*WORK INSTRUCTIONS*. Your response is a verbatim copy of the listing, stripped of its images.

*ENTRIES SHOWN*.
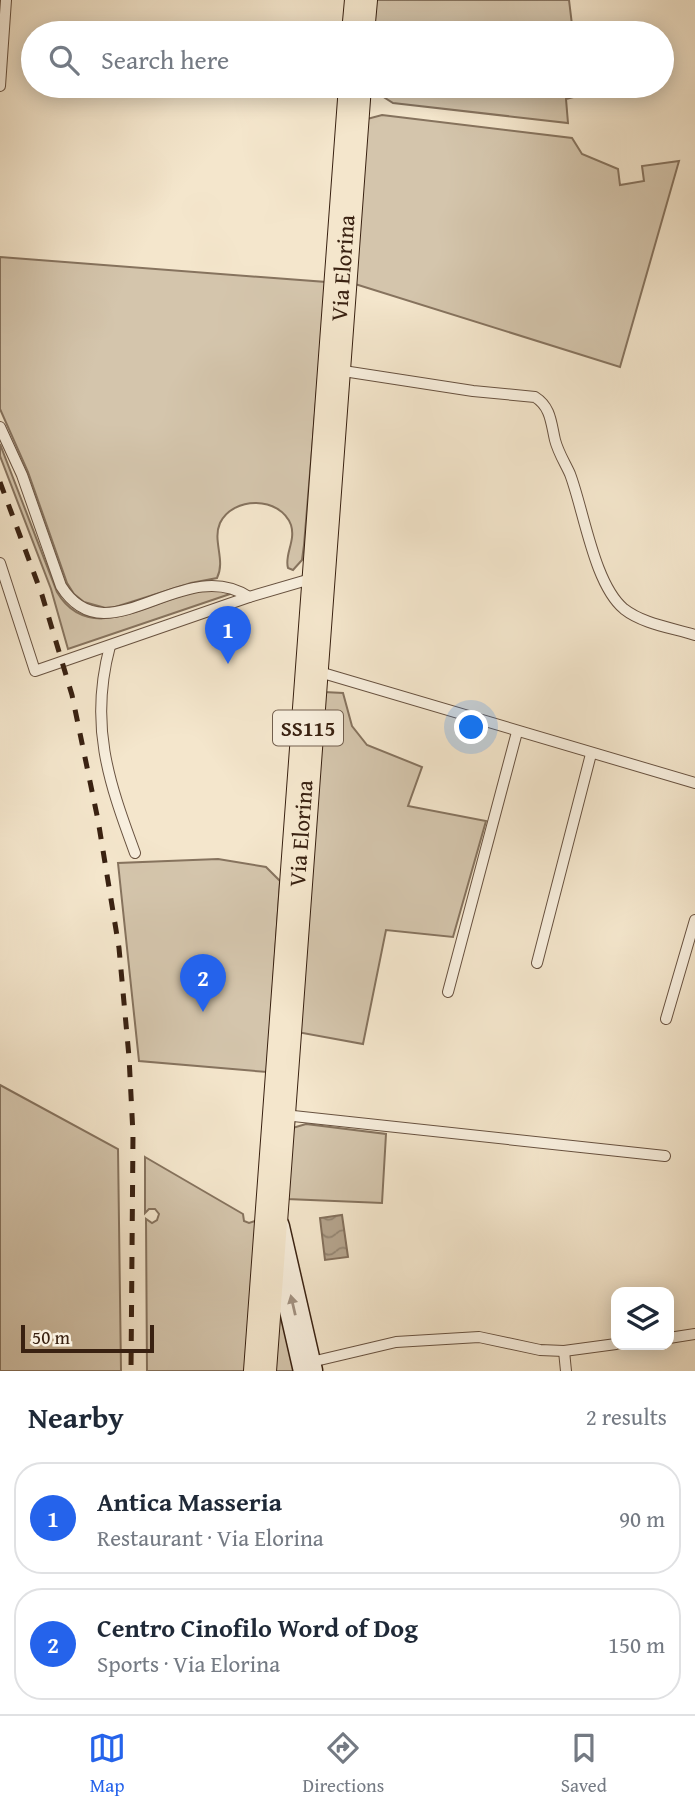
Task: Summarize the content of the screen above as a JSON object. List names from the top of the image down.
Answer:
{
  "streets": {
    "main road": ["Via Elorina", "SS115"]
  },
  "scale_bar": "50 m",
  "page": {
    "search": "Search here",
    "pins": ["1", "2"],
    "scale": "50 m",
    "heading": ["Nearby", "2 results"],
    "list": [
      {
        "mark": "1",
        "name": "Antica Masseria",
        "note": "Restaurant · Via Elorina",
        "value": "90 m"
      },
      {
        "mark": "2",
        "name": "Centro Cinofilo Word of Dog",
        "note": "Sports · Via Elorina",
        "value": "150 m"
      }
    ],
    "nav": ["Map", "Directions", "Saved"]
  }
}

*ANSWER FOR THE TASK*.
Task: Summarize the content of the screen above as a JSON object. List names from the top of the image down.
Answer:
{
  "streets": {
    "main road": ["Via Elorina", "SS115"]
  },
  "scale_bar": "50 m",
  "page": {
    "search": "Search here",
    "pins": ["1", "2"],
    "scale": "50 m",
    "heading": ["Nearby", "2 results"],
    "list": [
      {
        "mark": "1",
        "name": "Antica Masseria",
        "note": "Restaurant · Via Elorina",
        "value": "90 m"
      },
      {
        "mark": "2",
        "name": "Centro Cinofilo Word of Dog",
        "note": "Sports · Via Elorina",
        "value": "150 m"
      }
    ],
    "nav": ["Map", "Directions", "Saved"]
  }
}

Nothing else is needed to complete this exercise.